* [Directions for this task]:
Throughout the records below, find each line holding "canvas" and copy it.

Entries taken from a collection
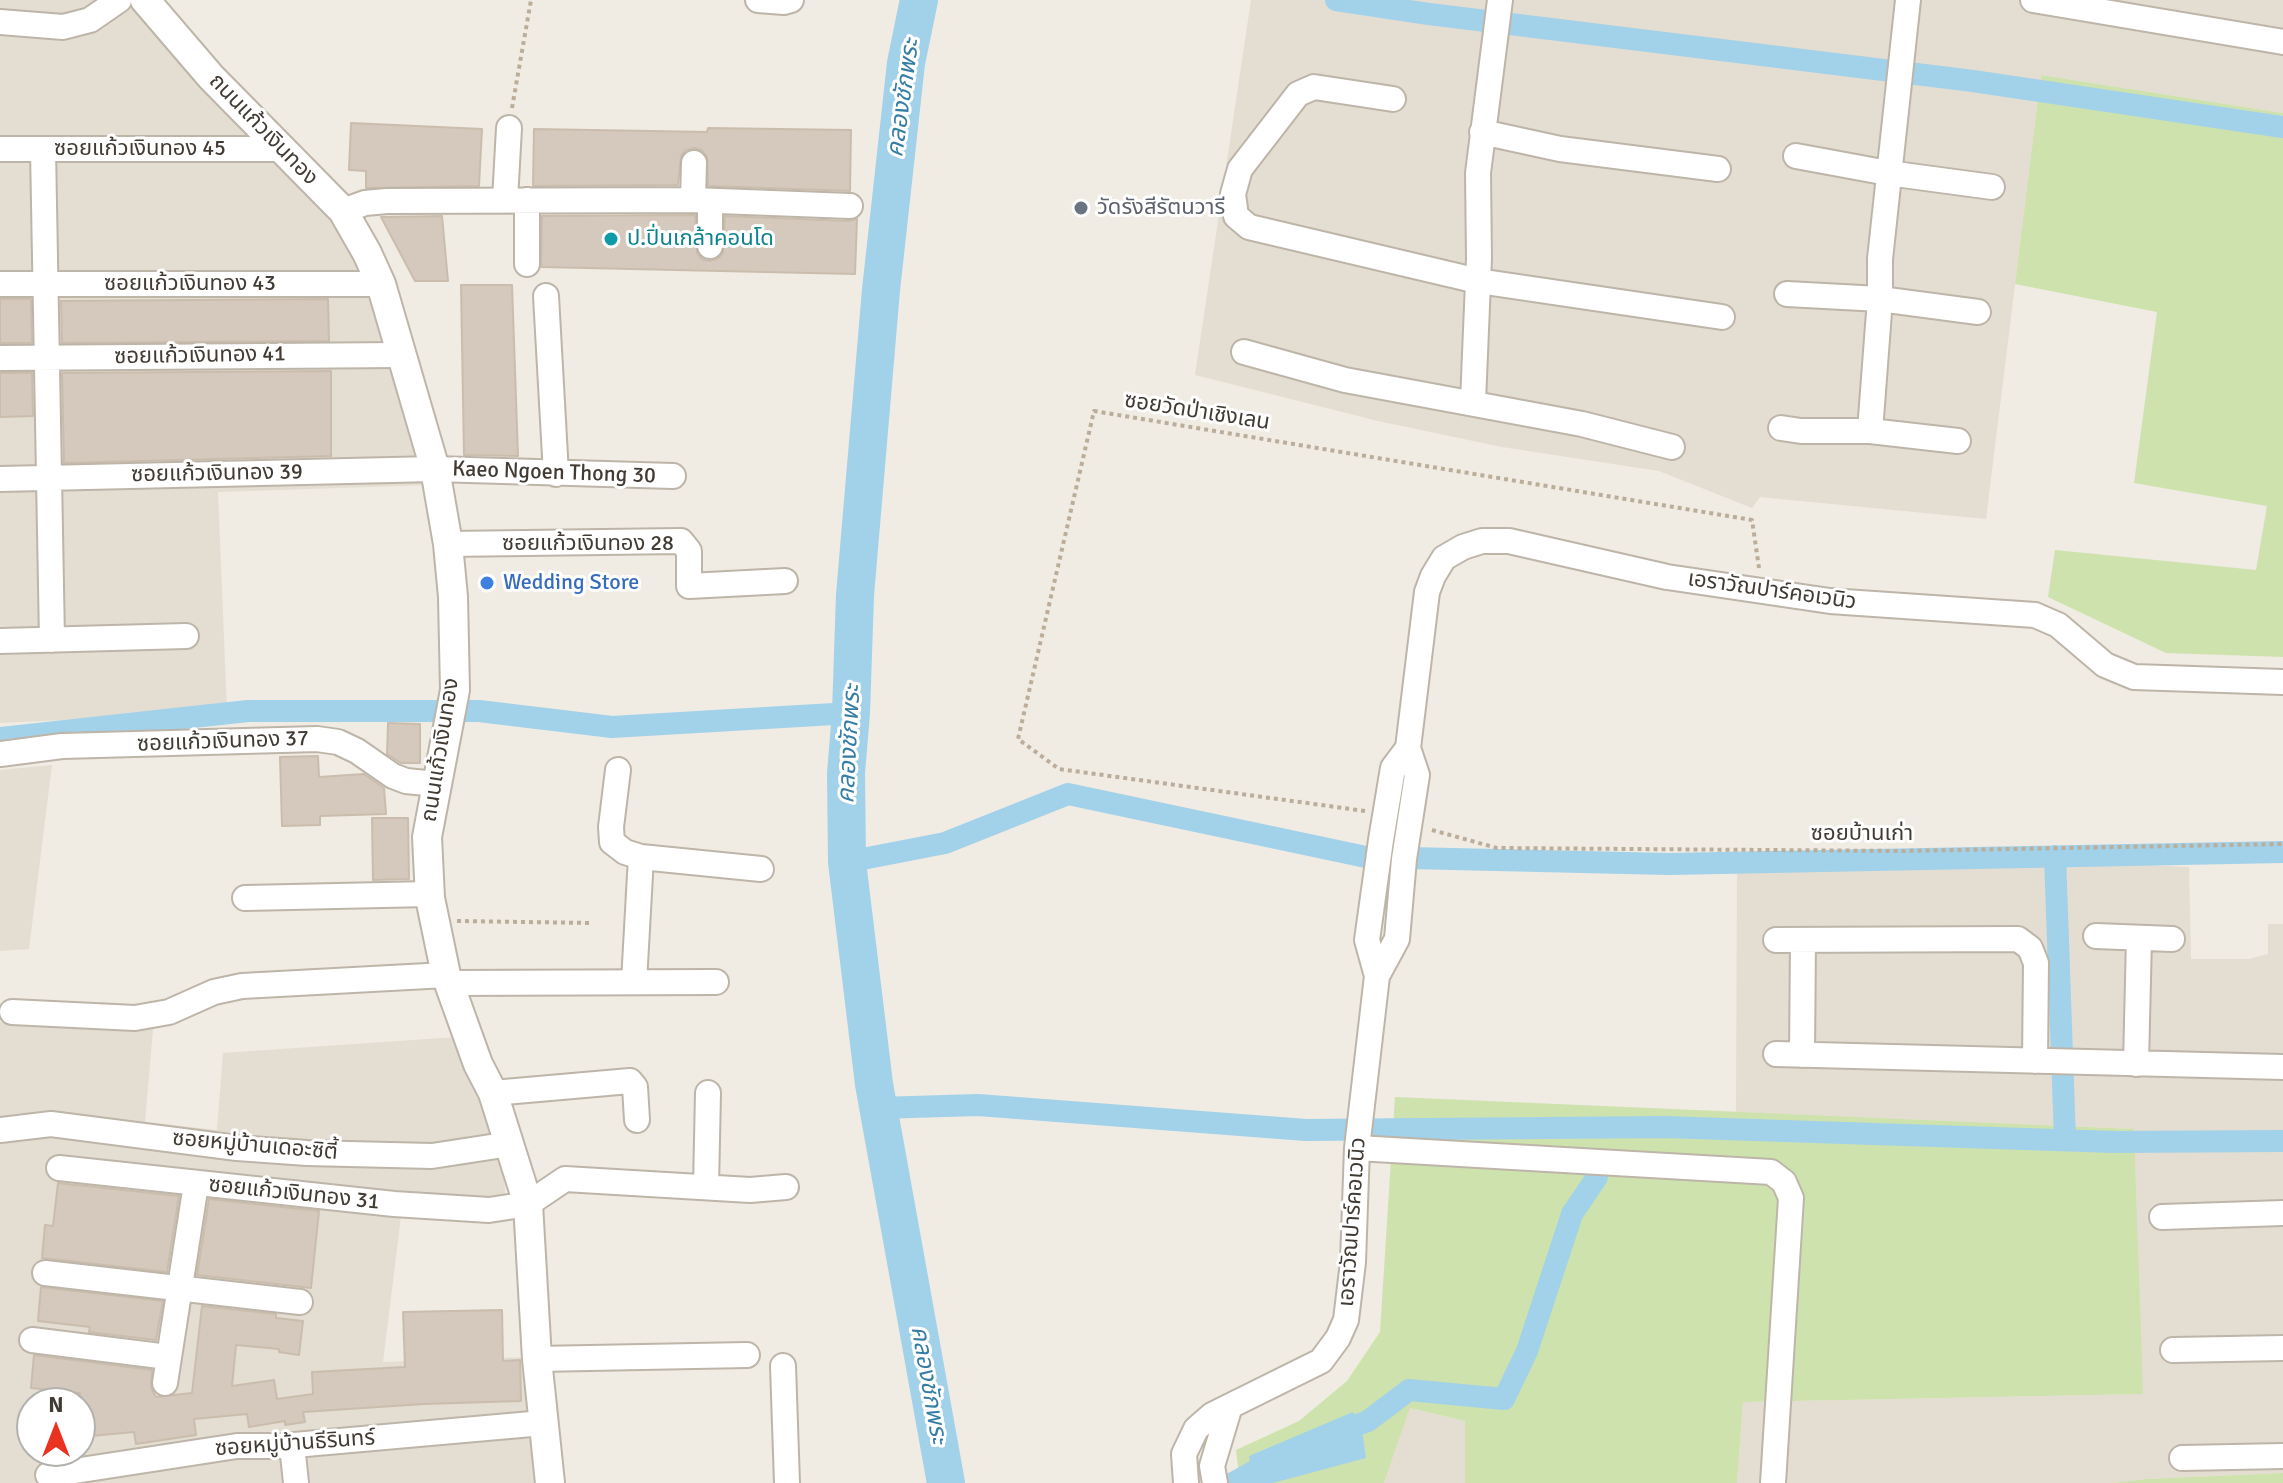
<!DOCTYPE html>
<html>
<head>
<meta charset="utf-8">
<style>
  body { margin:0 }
  #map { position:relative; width:2283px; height:1483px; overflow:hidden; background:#f0ebe3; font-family:Signika,sans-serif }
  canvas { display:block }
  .north { position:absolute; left:16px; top:1387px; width:80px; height:80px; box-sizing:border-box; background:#fff; border:2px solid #b3b1ae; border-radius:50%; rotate:0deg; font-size:22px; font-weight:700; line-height:32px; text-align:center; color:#413b34 }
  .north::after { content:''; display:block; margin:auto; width:28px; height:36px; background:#eb311f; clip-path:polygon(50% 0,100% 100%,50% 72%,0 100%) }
</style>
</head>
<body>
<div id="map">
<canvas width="2283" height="1483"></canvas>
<div class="north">N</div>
</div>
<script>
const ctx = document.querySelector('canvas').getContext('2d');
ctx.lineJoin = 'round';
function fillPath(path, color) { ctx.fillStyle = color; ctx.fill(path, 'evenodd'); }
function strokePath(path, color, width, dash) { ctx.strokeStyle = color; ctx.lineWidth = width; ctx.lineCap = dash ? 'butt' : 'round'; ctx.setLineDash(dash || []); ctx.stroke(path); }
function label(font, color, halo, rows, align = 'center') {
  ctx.font = font + ' Signika,"Noto Sans Thai",sans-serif'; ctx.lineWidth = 6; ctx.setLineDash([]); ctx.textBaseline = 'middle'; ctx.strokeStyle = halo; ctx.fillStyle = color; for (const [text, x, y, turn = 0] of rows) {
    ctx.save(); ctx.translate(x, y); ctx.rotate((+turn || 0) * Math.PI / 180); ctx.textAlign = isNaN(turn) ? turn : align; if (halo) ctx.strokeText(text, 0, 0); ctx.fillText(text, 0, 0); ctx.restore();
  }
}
fillPath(new Path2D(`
  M0 0H134L305 184 352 248 429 485 218 492 227 712 0 723Z
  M1251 0H2283V113L2041 75 1986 519 1760 497 1752 508 1659 471 1502 447 1378 421 1195 375Z
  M52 765 29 949 0 951V770Z
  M2062 861 2189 867 2191 959H2249L2268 954V924H2283V1473L2146 1479 2111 1483H1737L1743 1402 2142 1394 2134 1129 1736 1112 1737 872 2046 866Z
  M0 1022 145 1024 153 1029 145 1122 217 1130 223 1053 457 1037 487 1116 504 1176 507 1220 401 1216 383 1362 526 1357 540 1483H0ZM32 1403H80V1451H32Z
  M1410 1408 1465 1421V1483H1384Z`), '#e4ddd1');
fillPath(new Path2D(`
  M2041 75 2283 113V657L2166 653 2048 597 2055 550 2256 570 2267 506 2134 483 2157 312 2015 284Z
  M1395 1097 2134 1129 2143 1394 1743 1402 1737 1483H1465V1421L1410 1408 1384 1483H1240L1236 1450 1299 1421 1347 1381 1380 1332Z
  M2283 1473V1483H2111L2146 1479Z`), '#cee2ae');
fillPath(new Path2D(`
  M1353 1412 1363 1437 1366 1458 1273 1483H1254L1249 1456Z`), '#a2d1ea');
strokePath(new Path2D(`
  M1336 0 1429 14 1973 81 2283 127
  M0 738 248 711H479L612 727 851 713
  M2055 856 2065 1140
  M847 862 945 843 1068 794 1366 857 1669 864 2283 852
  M878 1108 978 1105 1306 1130 1664 1127 2115 1142 2283 1141
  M1333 1434 1368 1421 1409 1390 1504 1399 1527 1351 1572 1214 1597 1177
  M1233 1483 1276 1459`), '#a2d1ea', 22);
strokePath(new Path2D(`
  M919 0 906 63 881 290 855 595 851 713 846 773 847 862 874 1084 946 1483`), '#a2d1ea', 38);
const building = new Path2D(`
  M351 123 482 129 479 186 366 188V171L349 170Z
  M708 128 851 130 850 191 708 186 707 157 701 150 694 148 686 150 681 156 678 185 533 186 534 129 707 132Z
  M695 215 697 253 702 259 709 261 717 259 723 253 725 216 849 221 857 219 855 274 541 267 542 216Z
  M442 216 448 281H415L381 217Z
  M461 285H512L518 456 464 455Z
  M0 299H31L32 343H0Z
  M328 299 329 341 62 343 61 301Z
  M331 371V456L64 463 62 373Z
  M0 373H32L33 416 0 417Z
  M388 723 420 724V763H401L387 754Z
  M318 756 319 777 364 774 384 788 386 814 320 816V825L282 826 280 757Z
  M372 818H408L409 879 373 880Z
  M58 1183 179 1196 167 1272 42 1258 45 1225 53 1226Z
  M209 1199 319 1211 311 1288 197 1275Z
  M41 1287 163 1301 156 1340 89 1332 90 1327 38 1321Z
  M202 1306 276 1314V1318L303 1321 299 1355 279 1352V1349L236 1345 232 1386 274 1380 277 1399 313 1394 312 1372 405 1367 403 1312 502 1310 503 1361 520 1360 521 1401 424 1404 303 1412 305 1422 285 1425V1421L249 1427 247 1414 194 1419 196 1435 136 1444 134 1432 80 1437V1393L31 1388 34 1355 152 1370 151 1388 156 1397 192 1393Z`);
fillPath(building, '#d4c9bc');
strokePath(building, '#cbbdad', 2);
const minor = new Path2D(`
  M758 0 784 2 791 0
  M2033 0 2283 42
  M0 22 63 27 90 20 119 0
  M1393 99 1314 87 1298 94 1240 169 1233 194 1236 216 1249 227 1478 281 1722 317
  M1482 132 1560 149 1718 169
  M0 149H280
  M43 149 52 640
  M1796 156 1888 173 1992 187
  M505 200 509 128
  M527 200V264
  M693 200 694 163
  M710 201V246
  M343 211 365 203 387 201 693 200 850 206
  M0 284H381
  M1787 294 1880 299 1978 312
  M546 296 556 474
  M1244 352 1345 380 1582 424 1672 447
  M0 358 401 355
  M1473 402 1479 258 1478 173 1500 0
  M1781 428 1801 431H1870L1958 441
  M1870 431 1880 299V259L1908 0
  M0 479 435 469 673 476
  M448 544 681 541 689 551V586L785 581
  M0 641 186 636
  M0 754 62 746 317 739 338 742 357 751 393 776 406 781 436 784
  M618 770 611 827 612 842 625 852 641 857 761 869
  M245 898 429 894
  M2096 936 2172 939
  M1776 940 2018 939 2030 948 2036 963 2035 1061
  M1377 976 1367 940 1381 840 1393 768 1408 748
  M634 982 641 857
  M448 983 716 982
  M12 1012 135 1018 169 1012 214 992 242 986 446 975
  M1776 1054 2283 1067
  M1802 1055 1803 940
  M2136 1064 2139 938
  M493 1093 630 1081 635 1087 637 1120
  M0 1130 51 1124 237 1148 307 1153 432 1156 510 1144
  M1357 1148 1771 1172 1784 1182 1791 1198 1773 1483
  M59 1168 394 1204 489 1210 528 1204 565 1179 750 1190 786 1187
  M706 1187 708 1093
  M2162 1217 2283 1213
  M45 1273 300 1302
  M32 1340 168 1357
  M2173 1350 2283 1348
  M537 1359 747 1355
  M783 1366 787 1483
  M165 1383 196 1184
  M292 1445 296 1483
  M2182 1458 2283 1456
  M48 1475 237 1446H283L543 1423
  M1186 1483 1184 1454 1196 1429 1212 1415 1321 1361 1338 1338 1346 1320 1353 1262 1357 1148 1377 976 1397 939 1404 859 1417 775 1408 748 1427 592 1433 576 1444 558 1463 547 1482 541H1509L1667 577 1830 601 2035 615 2058 625 2105 665 2134 677 2283 682
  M1215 1483 1212 1466 1230 1406`);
const tertiary = new Path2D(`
  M145 0 211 77 343 211 367 253 381 284 435 469 448 544 453 597 455 690 427 837 430 898 446 975 478 1064 493 1093 528 1204 537 1359 550 1483`);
strokePath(minor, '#beb5a9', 28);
strokePath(tertiary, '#beb5a9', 32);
strokePath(new Path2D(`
  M512 108 531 0
  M1365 811 1059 769 1018 739 1094 411 1752 520 1759 568
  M1432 830 1497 848 1902 851 2283 844
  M457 921 591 923`), '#bbad99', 4, [4, 4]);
strokePath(minor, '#fff', 24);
strokePath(tertiary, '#fff', 28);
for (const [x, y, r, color] of [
  [1081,208,8,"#6b7280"],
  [611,239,8,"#0f9aa8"],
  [487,583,8,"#3f7fe0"]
]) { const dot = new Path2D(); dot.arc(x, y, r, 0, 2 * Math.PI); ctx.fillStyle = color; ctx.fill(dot); strokePath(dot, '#fff', 3); }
label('22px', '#413b34', '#fff', [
  ["ถนนแก้วเงินทอง",263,130,46],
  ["ซอยแก้วเงินทอง 45",140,149],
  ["ซอยแก้วเงินทอง 43",190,284],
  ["ซอยแก้วเงินทอง 41",200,356,-1],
  ["ซอยวัดป่าเชิงเลน",1197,412,9],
  ["Kaeo Ngoen Thong 30",554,473,2],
  ["ซอยแก้วเงินทอง 39",217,474,-1],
  ["ซอยแก้วเงินทอง 28",588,544],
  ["เอราวัณปาร์คอเวนิว",1772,591,8],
  ["ซอยแก้วเงินทอง 37",223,742,-2],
  ["ถนนแก้วเงินทอง",441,750,-81],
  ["ซอยบ้านเก่า",1862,834],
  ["ซอยหมู่บ้านเดอะซิตี้",255,1146,5],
  ["ซอยแก้วเงินทอง 31",294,1194,6],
  ["เอราวัณปาร์คอเวนิว",1353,1222,-86],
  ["ซอยหมู่บ้านธีรินทร์",295,1444,-4]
]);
label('22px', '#5b616d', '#fff', [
  ["วัดรังสีรัตนวารี",1097,208]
], 'left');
label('22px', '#0d838f', '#fff', [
  ["ป.ปิ่นเกล้าคอนโด",627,239]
], 'left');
label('22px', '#366cbe', '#fff', [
  ["Wedding Store",503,583]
], 'left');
label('italic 24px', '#357da5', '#fff', [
  ["คลองชักพระ",904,98,-82],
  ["คลองชักพระ",850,744,-87],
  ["คลองชักพระ",928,1385,80]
]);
</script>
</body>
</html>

* [Written solution]:
  canvas { display:block }
<canvas width="2283" height="1483"></canvas>
const ctx = document.querySelector('canvas').getContext('2d');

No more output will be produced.